[The data — start]

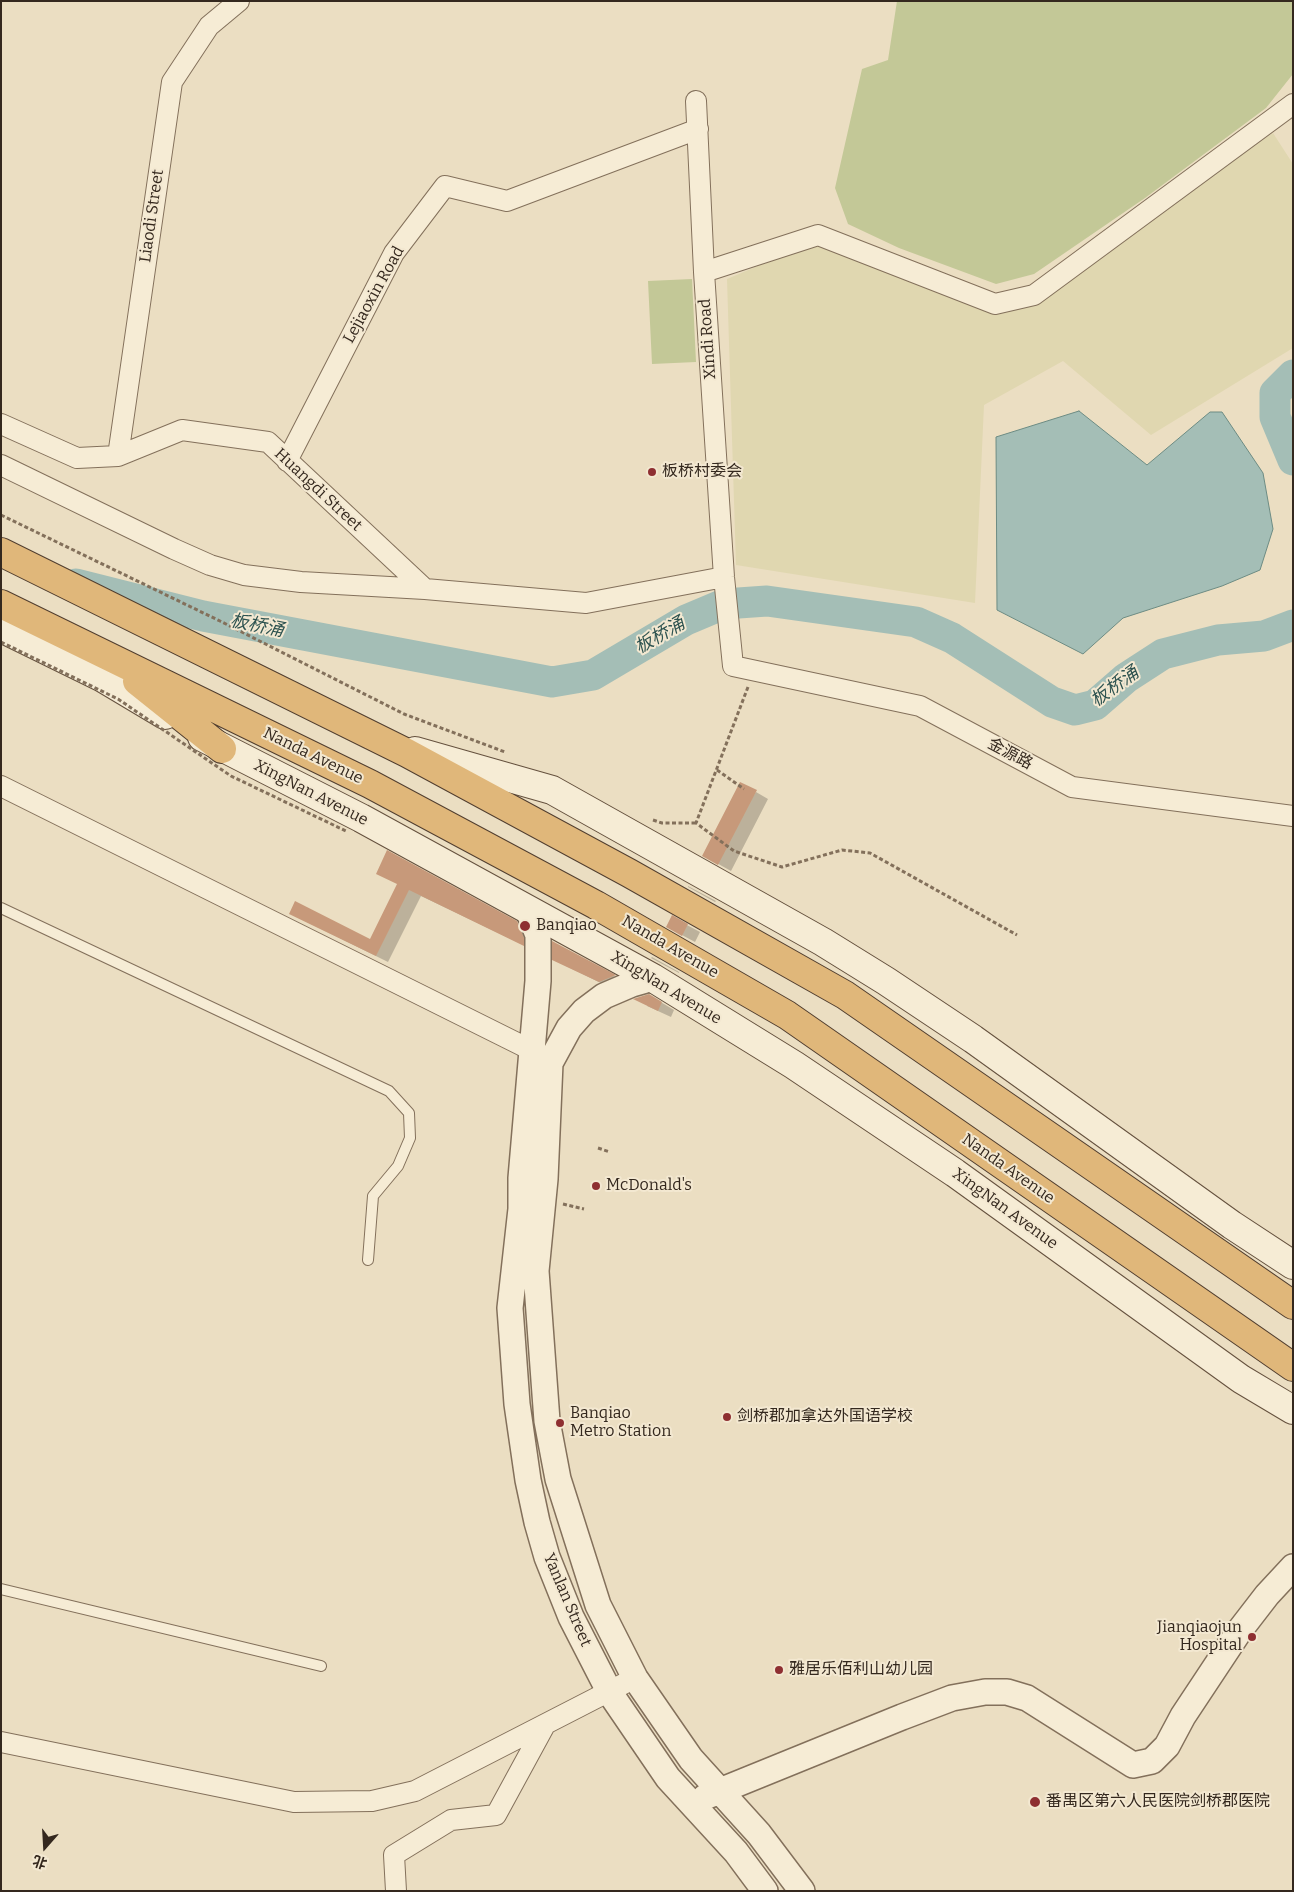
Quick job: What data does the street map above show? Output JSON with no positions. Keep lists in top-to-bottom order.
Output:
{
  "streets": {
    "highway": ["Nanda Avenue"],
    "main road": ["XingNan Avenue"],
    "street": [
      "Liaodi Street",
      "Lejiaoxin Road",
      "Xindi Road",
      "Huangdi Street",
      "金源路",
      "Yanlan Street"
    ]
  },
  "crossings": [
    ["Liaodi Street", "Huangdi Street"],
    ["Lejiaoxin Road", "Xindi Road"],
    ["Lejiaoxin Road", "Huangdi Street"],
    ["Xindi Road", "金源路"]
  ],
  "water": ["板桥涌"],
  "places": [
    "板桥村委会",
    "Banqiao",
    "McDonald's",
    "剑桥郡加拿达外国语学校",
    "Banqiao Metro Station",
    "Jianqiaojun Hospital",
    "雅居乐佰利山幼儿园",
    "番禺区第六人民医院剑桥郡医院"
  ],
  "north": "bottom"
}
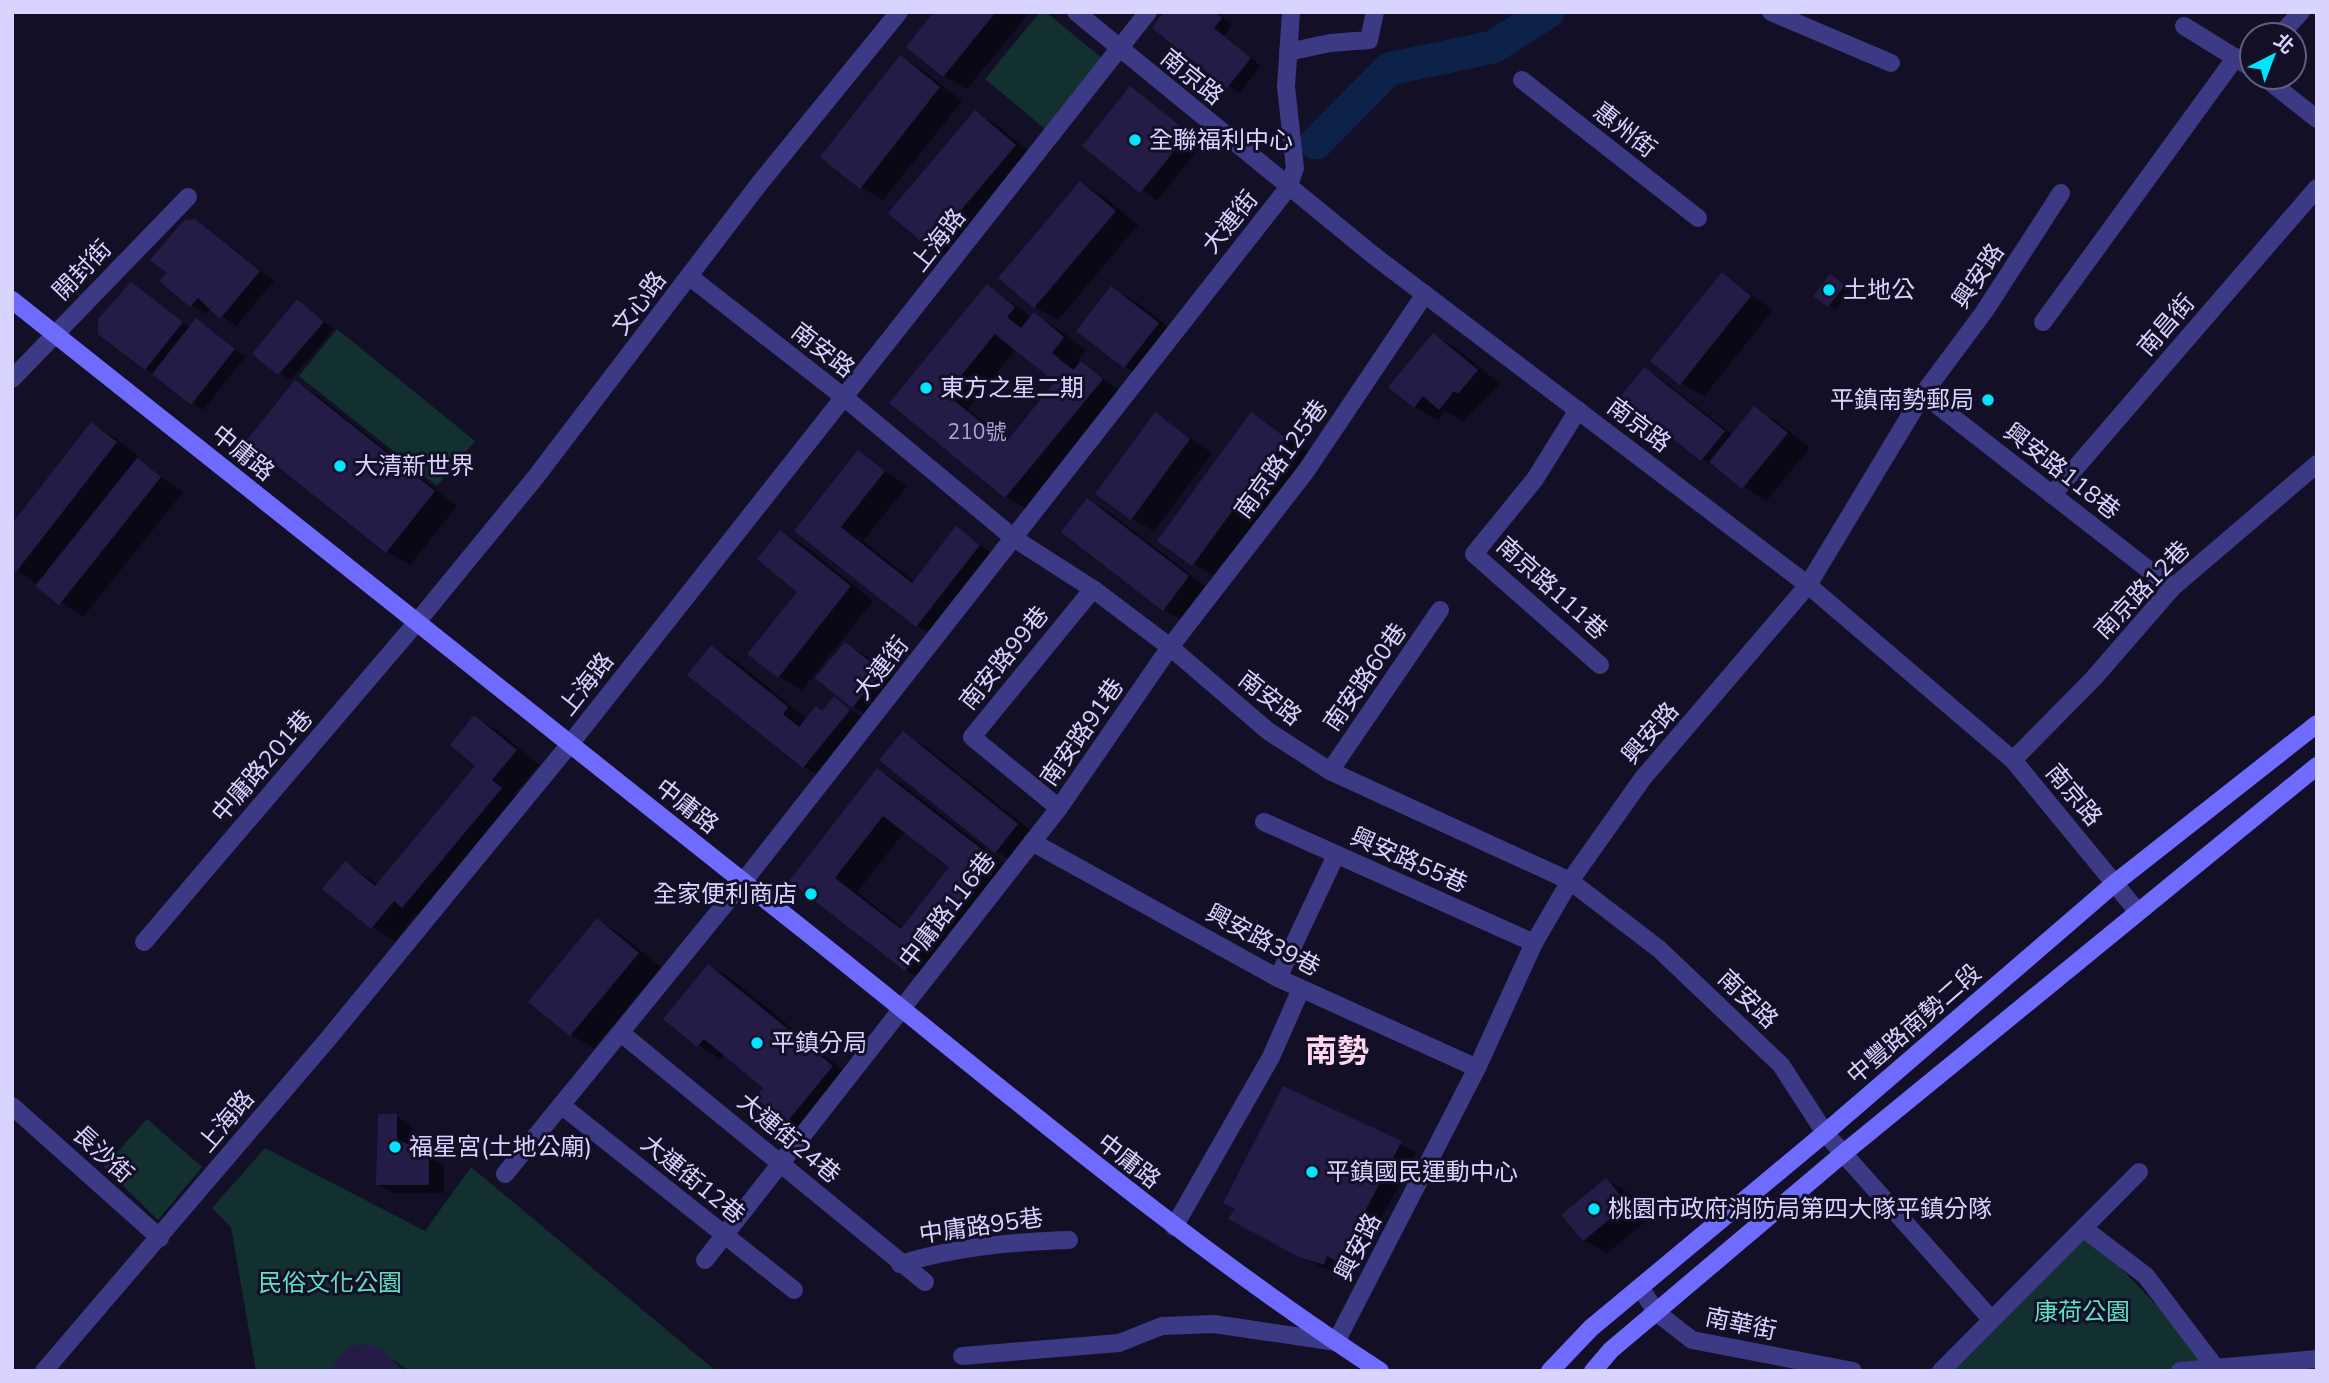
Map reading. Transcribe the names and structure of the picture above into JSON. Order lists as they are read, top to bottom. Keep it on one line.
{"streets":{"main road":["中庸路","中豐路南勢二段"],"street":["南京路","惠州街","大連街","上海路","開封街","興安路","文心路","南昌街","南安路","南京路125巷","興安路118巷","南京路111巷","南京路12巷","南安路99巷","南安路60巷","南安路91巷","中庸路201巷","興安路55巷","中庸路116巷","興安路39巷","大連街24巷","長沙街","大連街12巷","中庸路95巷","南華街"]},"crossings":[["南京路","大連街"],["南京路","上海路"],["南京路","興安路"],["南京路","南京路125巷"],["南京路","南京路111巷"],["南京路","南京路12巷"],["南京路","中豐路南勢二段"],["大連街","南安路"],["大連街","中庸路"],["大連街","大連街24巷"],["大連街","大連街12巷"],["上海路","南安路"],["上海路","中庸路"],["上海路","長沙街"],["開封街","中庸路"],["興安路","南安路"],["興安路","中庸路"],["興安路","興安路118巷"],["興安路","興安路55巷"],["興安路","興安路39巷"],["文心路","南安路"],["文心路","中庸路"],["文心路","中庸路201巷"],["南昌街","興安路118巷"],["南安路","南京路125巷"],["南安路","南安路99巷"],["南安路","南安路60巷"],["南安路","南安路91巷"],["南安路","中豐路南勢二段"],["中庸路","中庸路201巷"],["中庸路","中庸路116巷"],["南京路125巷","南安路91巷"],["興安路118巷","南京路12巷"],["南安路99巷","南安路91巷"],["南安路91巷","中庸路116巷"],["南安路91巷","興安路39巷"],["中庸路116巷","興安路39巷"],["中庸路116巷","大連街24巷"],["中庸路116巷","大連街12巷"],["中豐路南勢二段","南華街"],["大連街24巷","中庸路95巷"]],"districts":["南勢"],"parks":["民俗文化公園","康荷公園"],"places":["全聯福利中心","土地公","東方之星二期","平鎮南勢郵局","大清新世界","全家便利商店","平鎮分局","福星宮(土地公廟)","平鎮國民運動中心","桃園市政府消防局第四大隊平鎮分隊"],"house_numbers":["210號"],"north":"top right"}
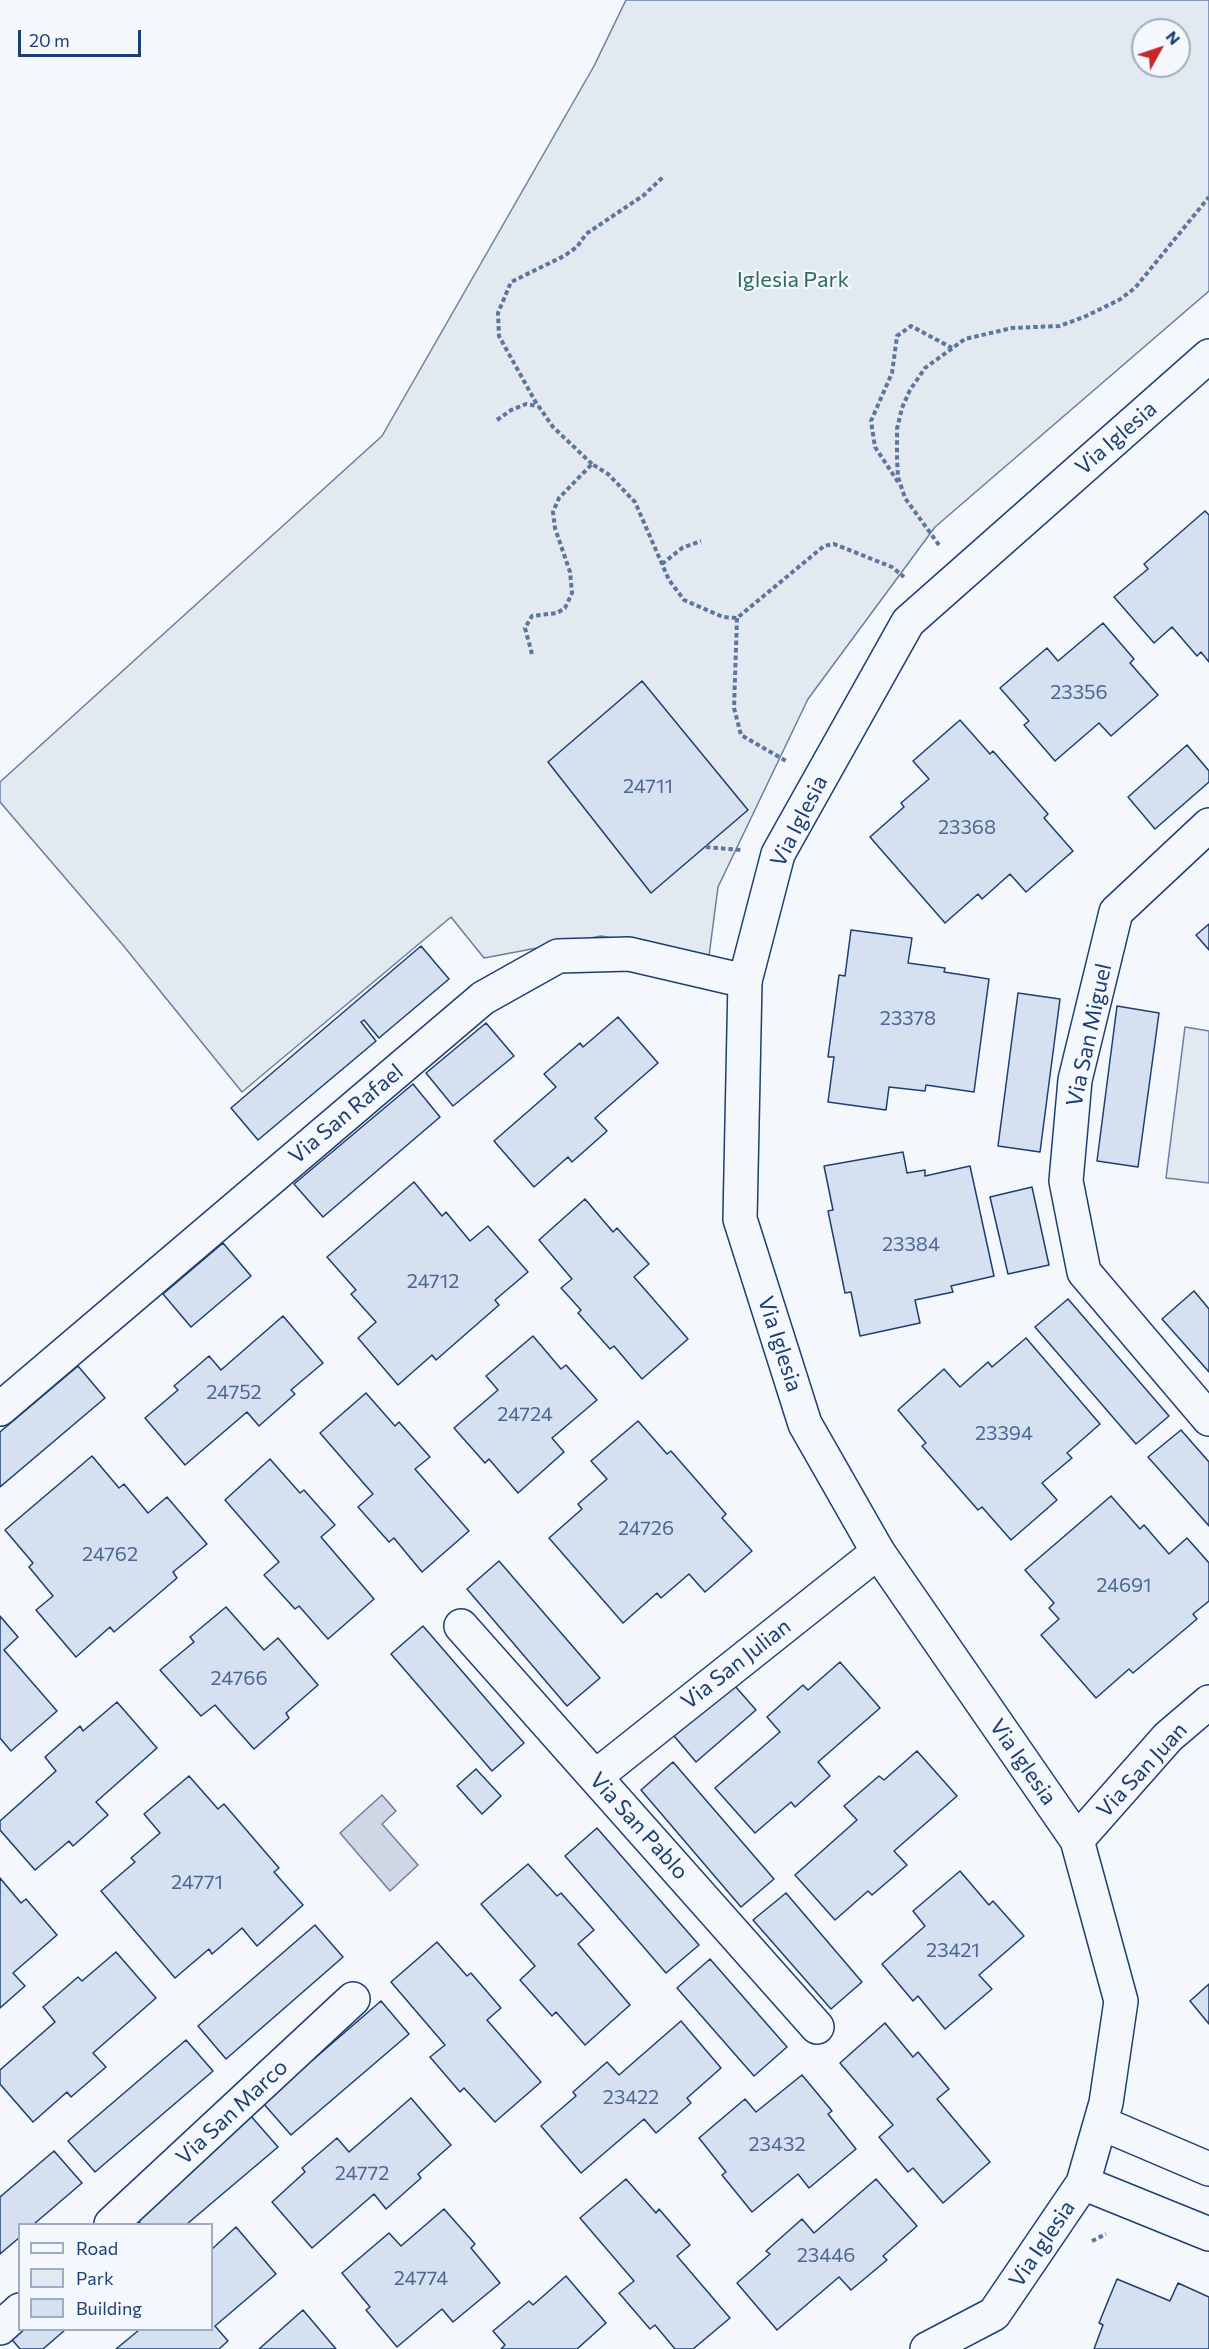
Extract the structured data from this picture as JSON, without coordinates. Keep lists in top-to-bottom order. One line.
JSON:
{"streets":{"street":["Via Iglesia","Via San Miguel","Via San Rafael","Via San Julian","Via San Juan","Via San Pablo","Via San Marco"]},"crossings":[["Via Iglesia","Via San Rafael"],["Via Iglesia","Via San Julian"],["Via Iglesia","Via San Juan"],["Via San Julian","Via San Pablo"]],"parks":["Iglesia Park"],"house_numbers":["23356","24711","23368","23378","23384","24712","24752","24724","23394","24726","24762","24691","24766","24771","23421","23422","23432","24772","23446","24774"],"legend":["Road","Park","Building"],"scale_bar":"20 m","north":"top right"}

[The data — finish]

Tell how many lines in the material contain the word "above". Only the number is wanted.

* [Task response]: 2